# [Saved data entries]
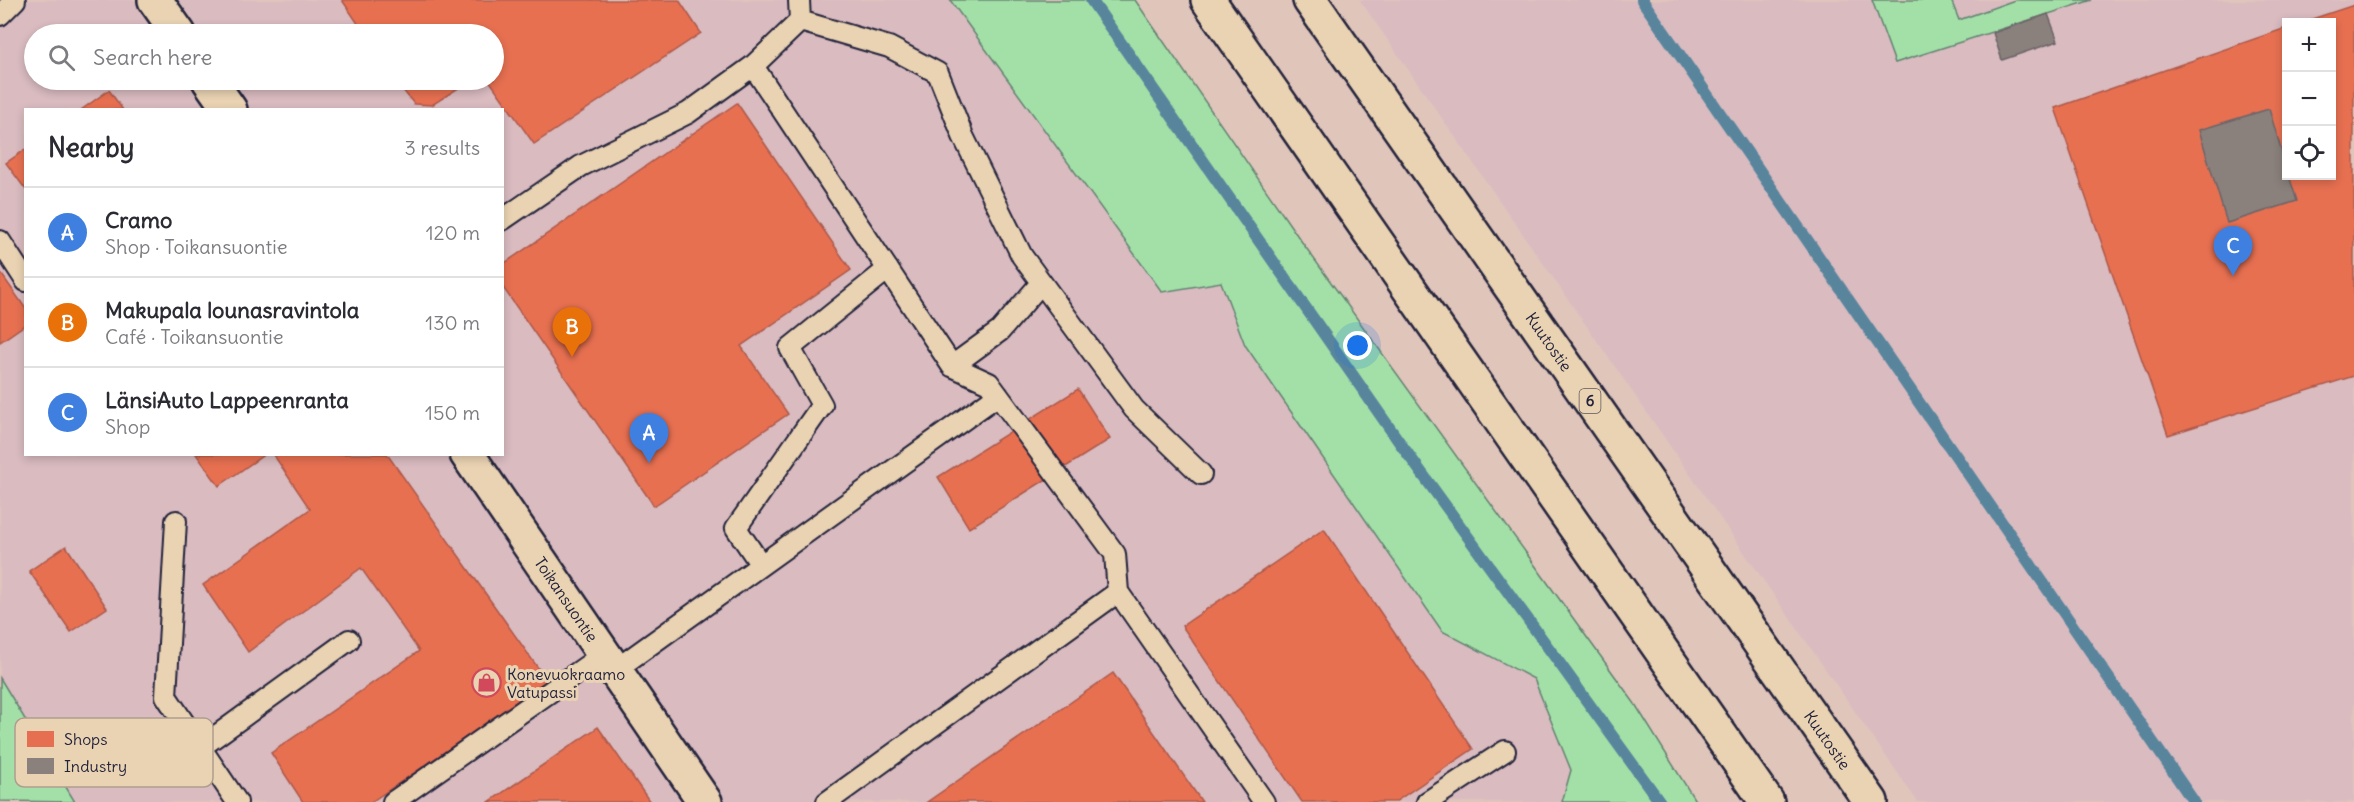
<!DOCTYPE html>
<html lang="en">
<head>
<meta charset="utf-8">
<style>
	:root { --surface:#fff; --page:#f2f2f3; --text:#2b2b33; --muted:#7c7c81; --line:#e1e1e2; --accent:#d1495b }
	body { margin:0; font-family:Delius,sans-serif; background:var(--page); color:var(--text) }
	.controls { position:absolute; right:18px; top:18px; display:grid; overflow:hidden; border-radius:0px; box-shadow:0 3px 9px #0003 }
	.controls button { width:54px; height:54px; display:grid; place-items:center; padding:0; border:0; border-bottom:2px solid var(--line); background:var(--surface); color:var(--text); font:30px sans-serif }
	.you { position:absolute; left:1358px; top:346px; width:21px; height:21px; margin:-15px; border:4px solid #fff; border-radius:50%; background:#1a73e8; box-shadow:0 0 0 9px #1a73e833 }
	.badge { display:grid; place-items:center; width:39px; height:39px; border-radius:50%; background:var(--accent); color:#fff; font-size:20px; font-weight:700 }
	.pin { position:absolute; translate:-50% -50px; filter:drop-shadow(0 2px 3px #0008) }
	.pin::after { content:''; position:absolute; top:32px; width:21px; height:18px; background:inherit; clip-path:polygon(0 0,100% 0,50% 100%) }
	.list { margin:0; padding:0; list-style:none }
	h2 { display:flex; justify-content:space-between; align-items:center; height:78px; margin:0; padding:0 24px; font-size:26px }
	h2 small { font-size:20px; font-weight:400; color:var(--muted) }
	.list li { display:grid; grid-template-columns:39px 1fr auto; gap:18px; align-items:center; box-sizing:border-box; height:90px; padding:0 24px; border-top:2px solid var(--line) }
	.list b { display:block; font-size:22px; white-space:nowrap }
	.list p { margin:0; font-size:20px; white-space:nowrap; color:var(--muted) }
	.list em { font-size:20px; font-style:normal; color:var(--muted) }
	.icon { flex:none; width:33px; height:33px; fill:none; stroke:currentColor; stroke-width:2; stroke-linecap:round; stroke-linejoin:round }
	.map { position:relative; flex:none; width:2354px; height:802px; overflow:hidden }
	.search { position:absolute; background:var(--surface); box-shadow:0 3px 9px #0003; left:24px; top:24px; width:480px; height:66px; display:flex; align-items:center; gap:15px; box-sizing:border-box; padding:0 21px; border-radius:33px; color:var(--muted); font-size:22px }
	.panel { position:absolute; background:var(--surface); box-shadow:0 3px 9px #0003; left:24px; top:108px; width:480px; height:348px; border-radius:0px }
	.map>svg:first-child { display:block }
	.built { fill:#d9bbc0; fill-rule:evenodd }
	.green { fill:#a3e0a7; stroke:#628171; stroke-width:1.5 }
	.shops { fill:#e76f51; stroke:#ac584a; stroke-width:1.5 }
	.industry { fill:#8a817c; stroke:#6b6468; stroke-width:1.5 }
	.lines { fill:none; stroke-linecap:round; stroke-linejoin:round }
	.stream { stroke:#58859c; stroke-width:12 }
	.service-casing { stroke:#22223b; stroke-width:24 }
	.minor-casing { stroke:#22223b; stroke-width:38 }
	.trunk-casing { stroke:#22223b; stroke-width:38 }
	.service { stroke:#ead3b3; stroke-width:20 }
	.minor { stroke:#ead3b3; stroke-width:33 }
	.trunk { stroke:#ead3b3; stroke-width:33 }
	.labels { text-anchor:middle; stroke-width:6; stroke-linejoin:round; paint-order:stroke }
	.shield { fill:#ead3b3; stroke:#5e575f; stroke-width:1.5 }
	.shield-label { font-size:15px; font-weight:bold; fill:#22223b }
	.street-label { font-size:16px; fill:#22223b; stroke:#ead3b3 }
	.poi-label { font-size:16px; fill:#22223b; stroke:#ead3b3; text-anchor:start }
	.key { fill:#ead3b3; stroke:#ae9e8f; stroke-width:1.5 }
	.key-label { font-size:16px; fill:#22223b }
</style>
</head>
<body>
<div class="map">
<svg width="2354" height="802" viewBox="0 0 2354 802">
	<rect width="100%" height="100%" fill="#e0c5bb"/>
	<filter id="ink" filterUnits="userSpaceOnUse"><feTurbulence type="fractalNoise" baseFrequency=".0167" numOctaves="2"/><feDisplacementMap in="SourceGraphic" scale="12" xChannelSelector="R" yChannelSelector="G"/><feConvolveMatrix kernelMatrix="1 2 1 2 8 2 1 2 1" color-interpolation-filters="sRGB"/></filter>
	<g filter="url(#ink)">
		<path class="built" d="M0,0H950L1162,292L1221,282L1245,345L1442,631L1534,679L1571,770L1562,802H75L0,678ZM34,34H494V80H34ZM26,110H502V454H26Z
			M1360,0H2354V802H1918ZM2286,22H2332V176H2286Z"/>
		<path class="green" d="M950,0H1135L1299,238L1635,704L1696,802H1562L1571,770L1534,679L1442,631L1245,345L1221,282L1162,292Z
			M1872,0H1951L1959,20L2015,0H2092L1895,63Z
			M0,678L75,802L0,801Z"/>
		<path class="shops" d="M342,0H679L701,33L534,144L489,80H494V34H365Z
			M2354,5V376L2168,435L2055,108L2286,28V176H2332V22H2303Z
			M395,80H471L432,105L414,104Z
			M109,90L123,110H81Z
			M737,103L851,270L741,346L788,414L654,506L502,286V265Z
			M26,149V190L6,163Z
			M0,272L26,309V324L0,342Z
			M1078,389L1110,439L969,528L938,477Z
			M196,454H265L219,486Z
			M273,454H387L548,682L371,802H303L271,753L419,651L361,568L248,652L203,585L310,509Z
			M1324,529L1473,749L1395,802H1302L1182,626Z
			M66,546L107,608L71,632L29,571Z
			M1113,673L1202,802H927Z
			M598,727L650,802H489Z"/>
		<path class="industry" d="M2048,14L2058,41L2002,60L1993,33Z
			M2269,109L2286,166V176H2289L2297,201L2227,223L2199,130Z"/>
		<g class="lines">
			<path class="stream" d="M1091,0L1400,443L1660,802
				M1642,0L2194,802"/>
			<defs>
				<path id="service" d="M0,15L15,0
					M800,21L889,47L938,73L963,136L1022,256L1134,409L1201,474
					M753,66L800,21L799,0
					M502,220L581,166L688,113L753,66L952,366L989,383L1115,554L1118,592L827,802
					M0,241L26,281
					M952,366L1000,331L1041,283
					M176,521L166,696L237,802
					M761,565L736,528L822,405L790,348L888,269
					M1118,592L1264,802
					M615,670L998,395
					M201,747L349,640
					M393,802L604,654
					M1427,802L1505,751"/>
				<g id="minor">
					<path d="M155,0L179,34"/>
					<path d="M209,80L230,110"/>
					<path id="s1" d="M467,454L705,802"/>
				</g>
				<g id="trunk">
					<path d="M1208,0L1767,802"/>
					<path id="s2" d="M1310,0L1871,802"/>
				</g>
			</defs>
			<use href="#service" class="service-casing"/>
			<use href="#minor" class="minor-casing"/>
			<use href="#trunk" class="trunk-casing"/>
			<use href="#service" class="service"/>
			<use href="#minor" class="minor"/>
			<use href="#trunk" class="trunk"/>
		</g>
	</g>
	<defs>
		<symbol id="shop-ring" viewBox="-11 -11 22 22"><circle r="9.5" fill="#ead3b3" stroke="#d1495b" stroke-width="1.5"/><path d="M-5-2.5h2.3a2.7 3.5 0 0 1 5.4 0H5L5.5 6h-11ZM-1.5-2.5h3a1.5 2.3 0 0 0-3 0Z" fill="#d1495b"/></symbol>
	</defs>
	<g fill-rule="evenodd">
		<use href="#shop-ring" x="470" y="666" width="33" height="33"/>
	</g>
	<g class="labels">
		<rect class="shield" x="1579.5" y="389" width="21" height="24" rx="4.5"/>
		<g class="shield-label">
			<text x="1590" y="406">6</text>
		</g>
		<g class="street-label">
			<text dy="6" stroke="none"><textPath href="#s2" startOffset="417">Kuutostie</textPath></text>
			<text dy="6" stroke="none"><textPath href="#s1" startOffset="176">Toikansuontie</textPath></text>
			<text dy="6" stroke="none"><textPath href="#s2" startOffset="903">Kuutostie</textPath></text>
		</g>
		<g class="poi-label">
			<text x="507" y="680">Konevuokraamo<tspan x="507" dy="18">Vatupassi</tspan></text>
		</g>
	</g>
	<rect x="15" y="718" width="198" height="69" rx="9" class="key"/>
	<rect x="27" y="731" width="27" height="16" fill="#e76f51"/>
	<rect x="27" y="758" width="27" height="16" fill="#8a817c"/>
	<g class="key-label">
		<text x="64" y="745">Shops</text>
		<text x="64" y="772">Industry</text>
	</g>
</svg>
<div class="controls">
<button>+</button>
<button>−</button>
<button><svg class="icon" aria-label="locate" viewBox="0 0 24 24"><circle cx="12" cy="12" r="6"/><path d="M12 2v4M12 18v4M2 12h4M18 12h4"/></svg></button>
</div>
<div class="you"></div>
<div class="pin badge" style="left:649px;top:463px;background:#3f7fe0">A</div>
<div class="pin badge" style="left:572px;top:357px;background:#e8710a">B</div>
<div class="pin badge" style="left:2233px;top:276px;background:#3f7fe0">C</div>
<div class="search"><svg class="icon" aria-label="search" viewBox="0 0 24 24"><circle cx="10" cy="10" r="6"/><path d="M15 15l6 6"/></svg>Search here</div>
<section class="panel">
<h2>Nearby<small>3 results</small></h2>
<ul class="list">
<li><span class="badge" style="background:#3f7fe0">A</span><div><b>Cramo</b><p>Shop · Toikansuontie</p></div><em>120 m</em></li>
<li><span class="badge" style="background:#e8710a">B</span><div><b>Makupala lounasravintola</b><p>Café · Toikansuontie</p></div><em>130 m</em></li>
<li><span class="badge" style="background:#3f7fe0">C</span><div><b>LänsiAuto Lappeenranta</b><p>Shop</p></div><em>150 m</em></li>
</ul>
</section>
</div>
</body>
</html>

# [Required action]
The answer must consist solely of the lines from the first line of the data through the line containing "position:absolute; translate:-50% -50px;", inclusive, reproduced exactly and without pictures.

# [Worked solution]
<!DOCTYPE html>
<html lang="en">
<head>
<meta charset="utf-8">
<style>
	:root { --surface:#fff; --page:#f2f2f3; --text:#2b2b33; --muted:#7c7c81; --line:#e1e1e2; --accent:#d1495b }
	body { margin:0; font-family:Delius,sans-serif; background:var(--page); color:var(--text) }
	.controls { position:absolute; right:18px; top:18px; display:grid; overflow:hidden; border-radius:0px; box-shadow:0 3px 9px #0003 }
	.controls button { width:54px; height:54px; display:grid; place-items:center; padding:0; border:0; border-bottom:2px solid var(--line); background:var(--surface); color:var(--text); font:30px sans-serif }
	.you { position:absolute; left:1358px; top:346px; width:21px; height:21px; margin:-15px; border:4px solid #fff; border-radius:50%; background:#1a73e8; box-shadow:0 0 0 9px #1a73e833 }
	.badge { display:grid; place-items:center; width:39px; height:39px; border-radius:50%; background:var(--accent); color:#fff; font-size:20px; font-weight:700 }
	.pin { position:absolute; translate:-50% -50px; filter:drop-shadow(0 2px 3px #0008) }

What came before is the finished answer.